МЫСЛИ СТАРОГО ДИВАНА
«Надо понимать, любить, уважать человеческий зад,
чтобы сделать хорошее кресло.»
Алексей Николаевич Толстой
«Похождения Невзорова, или Ибикус»
Кхе-кхе-кхе…
Вот сладили меня хоть давно, а хорошо: крепок, и память не подводит. Как начну перебирать, что было — столько посыплется!

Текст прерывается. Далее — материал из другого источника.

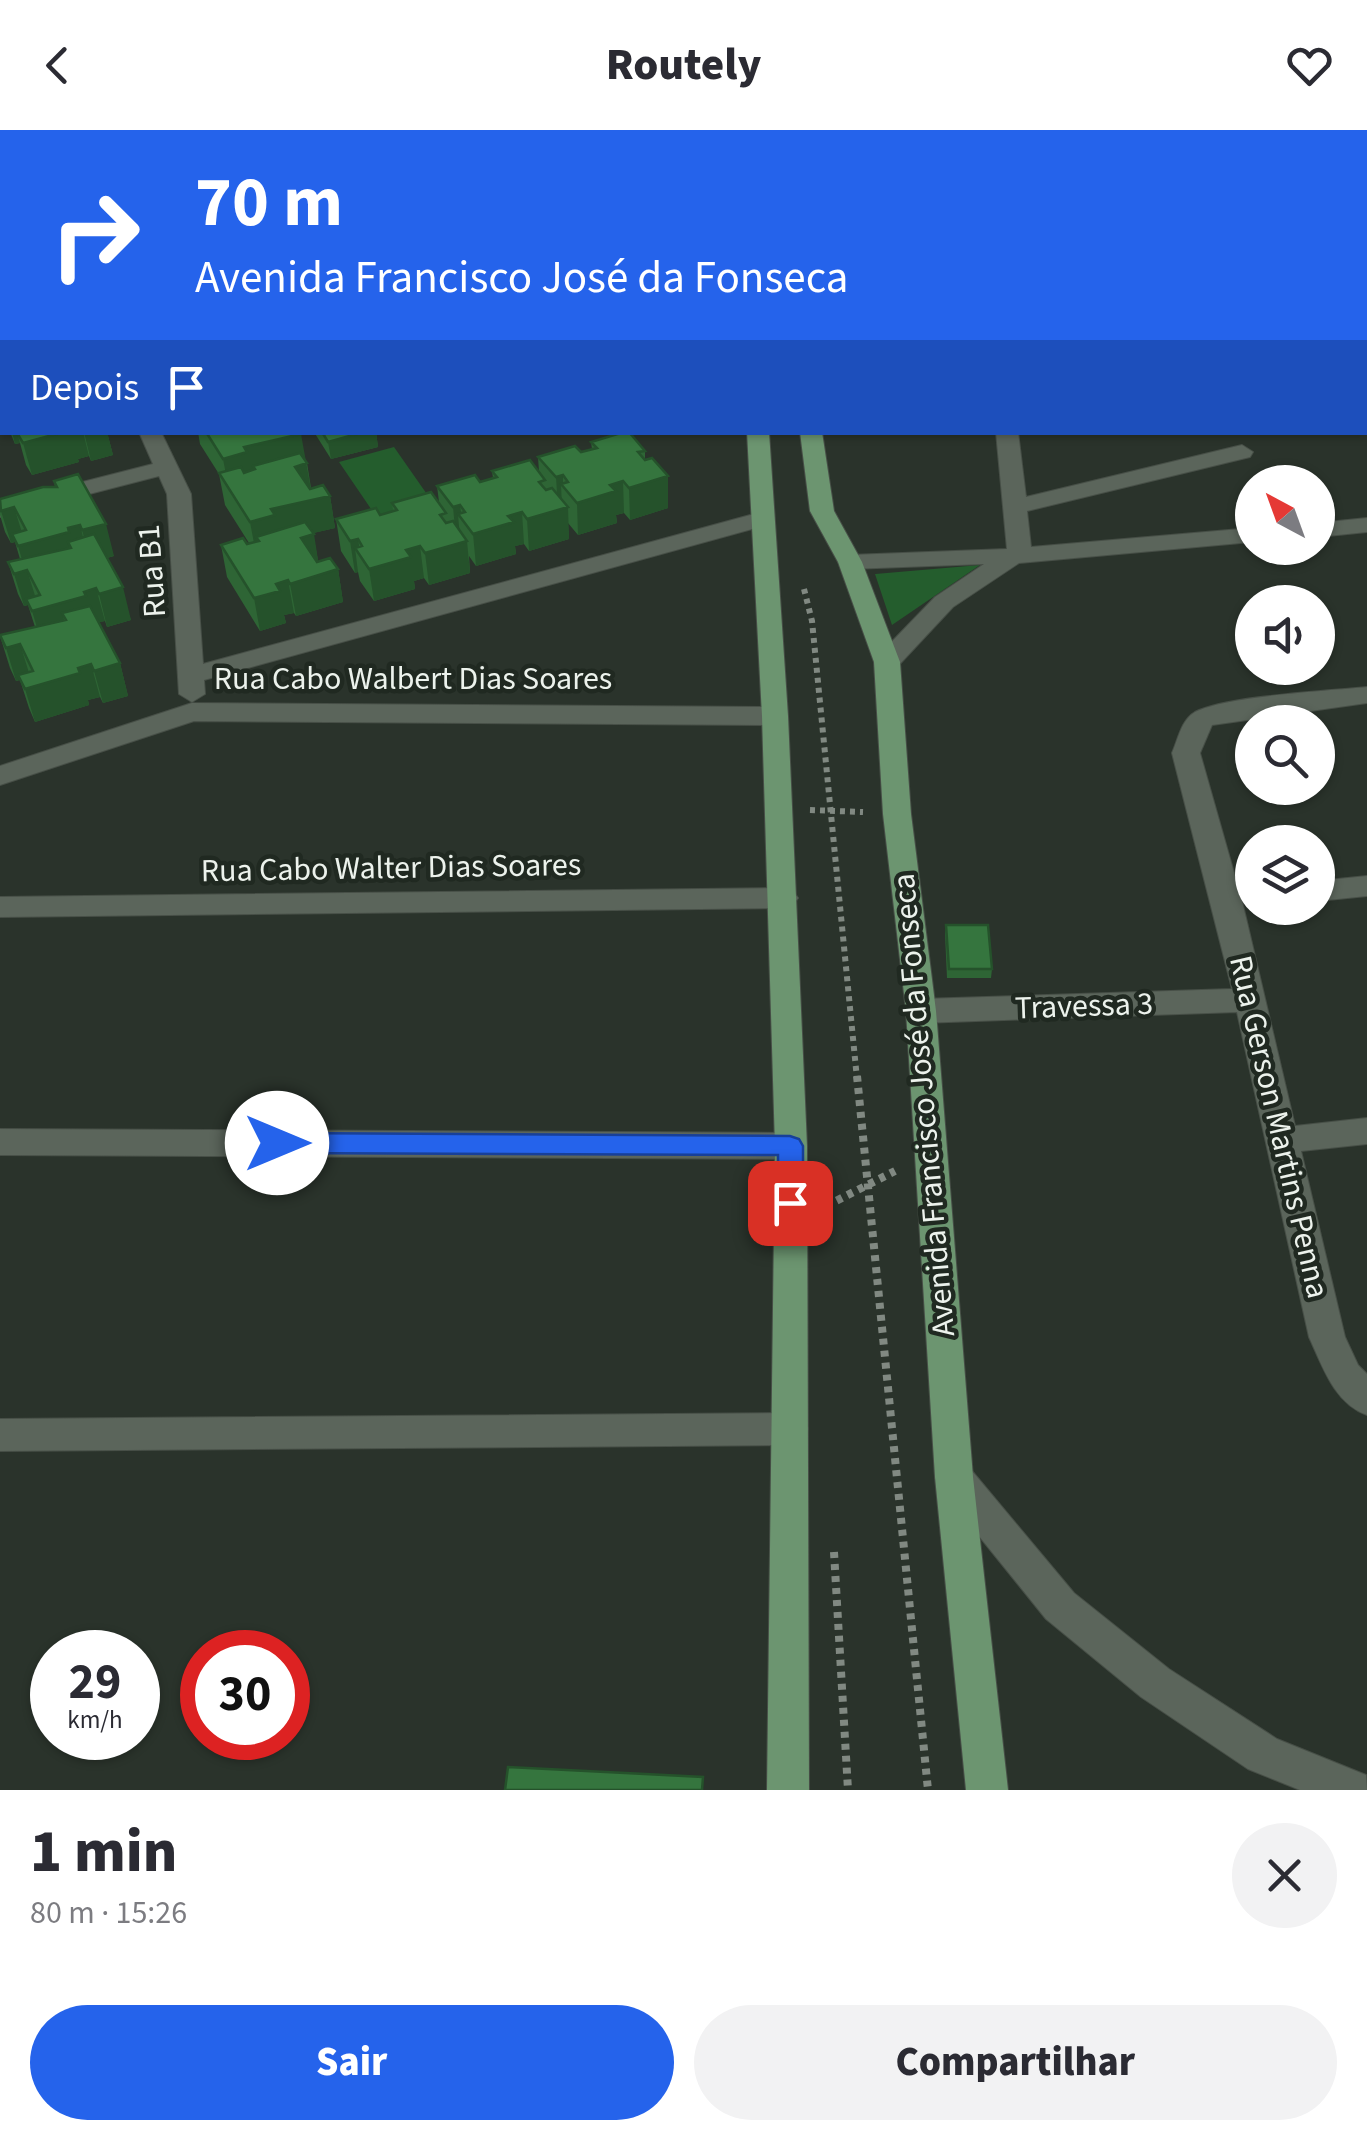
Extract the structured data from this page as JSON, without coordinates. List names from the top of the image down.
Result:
{
  "streets": {
    "main road": ["Avenida Francisco José da Fonseca"],
    "street": [
      "Rua B1",
      "Rua Cabo Walbert Dias Soares",
      "Rua Cabo Walter Dias Soares",
      "Travessa 3",
      "Rua Gerson Martins Penna"
    ]
  },
  "crossings": [
    ["Rua B1", "Rua Cabo Walbert Dias Soares"],
    ["Travessa 3", "Avenida Francisco José da Fonseca"],
    ["Travessa 3", "Rua Gerson Martins Penna"]
  ],
  "north": "top left",
  "page": {
    "header": "Routely",
    "turn": ["70 m", "Avenida Francisco José da Fonseca"],
    "then": "Depois",
    "speed": "29 km/h",
    "limit": "30",
    "heading": ["1 min", "80 m · 15:26"],
    "buttons": ["Sair", "Compartilhar"]
  }
}
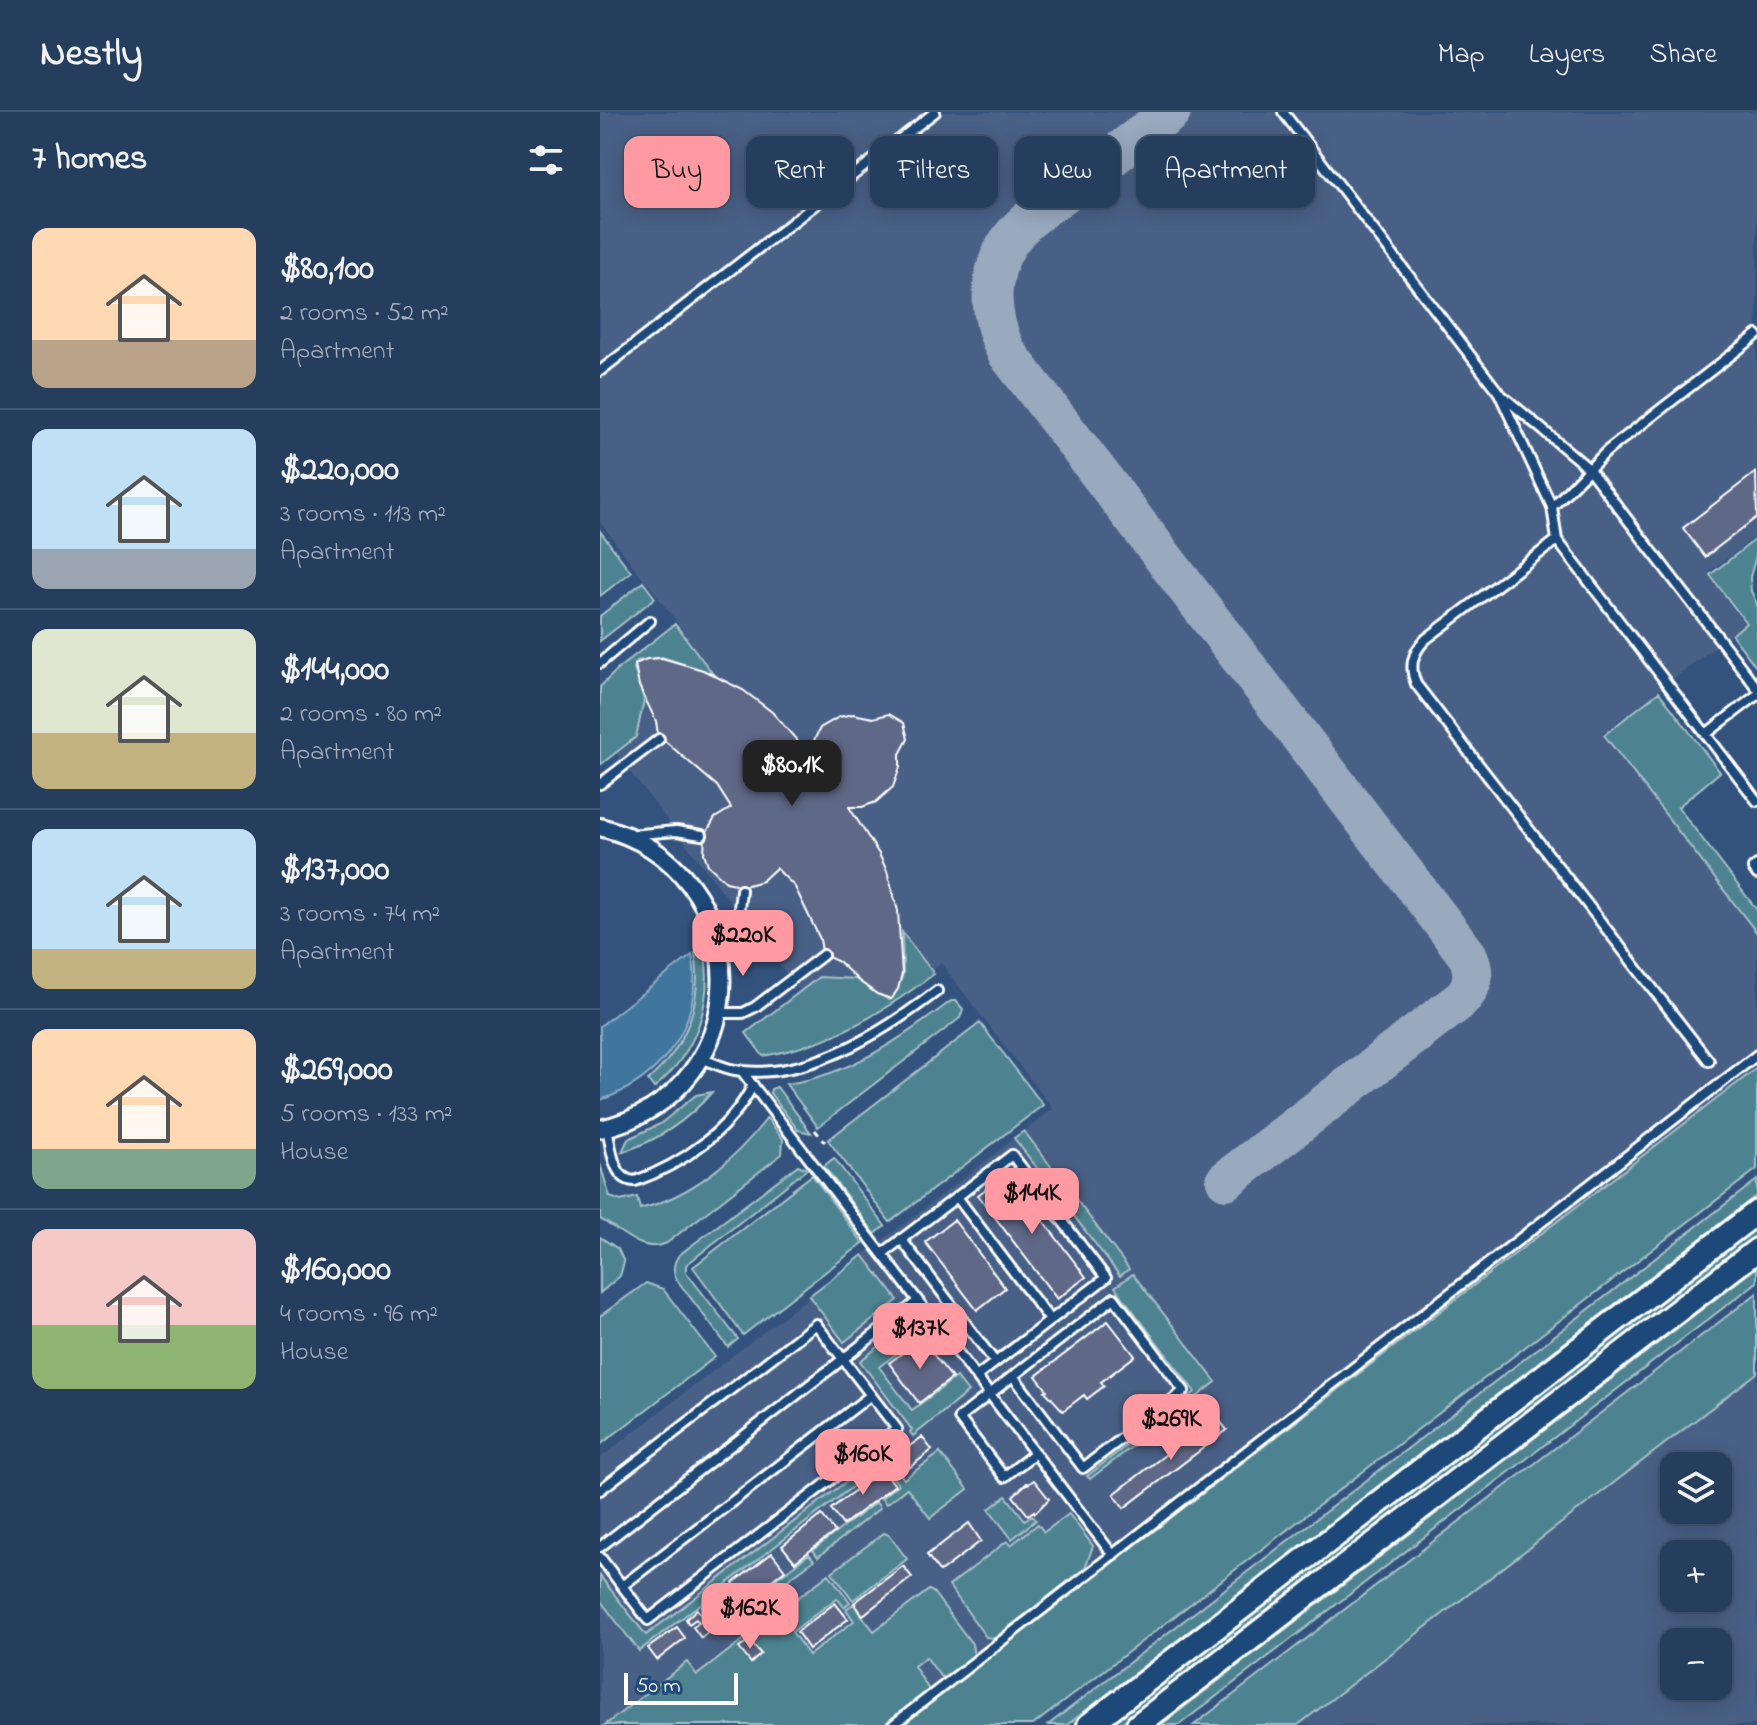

Сотворен я фабричными умельцами при прежней власти, про которую всем говорили, что она народная и зажигает солнце социализма. Совсем юным привезли меня в казенное учреждение, которое чем-то заведовало. И со всем уважением определили в кабинет к начальнику, вроде как в помощники вопросы решать. Дел у нас было немеряно, работников много — кого послушать, кому подписать, кому указание дать. А тут еще просителей сторонних тьма-тьмущая, то жить тесно, то с дитем помочь, то зачем-то ветеран с медалями. Ну, одних секретарша начальника сразу разворачивала — мол, не туда пришли. Других мой начальствующий напарник за стол к себе располагал, объяснял, почему помогать не станет или не может. А иных, особых, на меня сажал, сам подсаживался, секретарша им чай-кофе приносила. Бывало даже, что начальник из шкафа пузатую бутылку доставал, они с гостем пили и ласковое говорили. А уж как доверял мне начальник, особенно когда после работы в кабинете они с секретаршей закрывались и на мне размещались. Ну, да это уже служебная тайна, я ведь по тому времени был государственным диваном. Хорошее было время.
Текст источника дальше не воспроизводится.